Collected data:
▼
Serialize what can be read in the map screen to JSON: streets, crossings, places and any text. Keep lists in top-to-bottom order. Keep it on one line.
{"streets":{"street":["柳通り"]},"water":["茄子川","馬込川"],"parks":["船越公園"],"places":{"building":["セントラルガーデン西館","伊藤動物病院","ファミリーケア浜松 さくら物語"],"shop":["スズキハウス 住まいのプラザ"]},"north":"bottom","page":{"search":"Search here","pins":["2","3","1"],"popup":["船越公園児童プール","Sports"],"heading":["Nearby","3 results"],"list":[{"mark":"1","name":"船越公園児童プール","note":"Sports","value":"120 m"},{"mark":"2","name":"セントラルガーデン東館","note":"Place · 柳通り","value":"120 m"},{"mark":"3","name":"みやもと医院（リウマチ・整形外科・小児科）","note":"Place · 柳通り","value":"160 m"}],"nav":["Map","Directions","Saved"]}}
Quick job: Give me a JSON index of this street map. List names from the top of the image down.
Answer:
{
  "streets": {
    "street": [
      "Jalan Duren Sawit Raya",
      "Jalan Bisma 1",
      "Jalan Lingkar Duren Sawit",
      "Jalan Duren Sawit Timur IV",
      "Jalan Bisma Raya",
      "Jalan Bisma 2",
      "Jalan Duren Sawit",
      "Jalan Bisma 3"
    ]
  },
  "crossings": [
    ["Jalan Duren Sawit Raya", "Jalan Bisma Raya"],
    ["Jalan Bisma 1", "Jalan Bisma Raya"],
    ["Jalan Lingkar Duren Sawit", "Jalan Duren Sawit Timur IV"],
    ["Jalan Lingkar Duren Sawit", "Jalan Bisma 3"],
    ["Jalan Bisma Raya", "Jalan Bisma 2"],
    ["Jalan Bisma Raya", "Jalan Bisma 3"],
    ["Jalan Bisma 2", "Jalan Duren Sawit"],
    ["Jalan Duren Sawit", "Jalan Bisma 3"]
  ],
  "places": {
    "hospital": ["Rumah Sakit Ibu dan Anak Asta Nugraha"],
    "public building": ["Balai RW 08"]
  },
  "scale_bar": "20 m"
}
▲
**Task brief:** Where a line of the data includes the string "crossings", list that line.

**Result of the exercise:**
Serialize what can be read in the map screen to JSON: streets, crossings, places and any text. Keep lists in top-to-bottom order. Keep it on one line.
  "crossings": [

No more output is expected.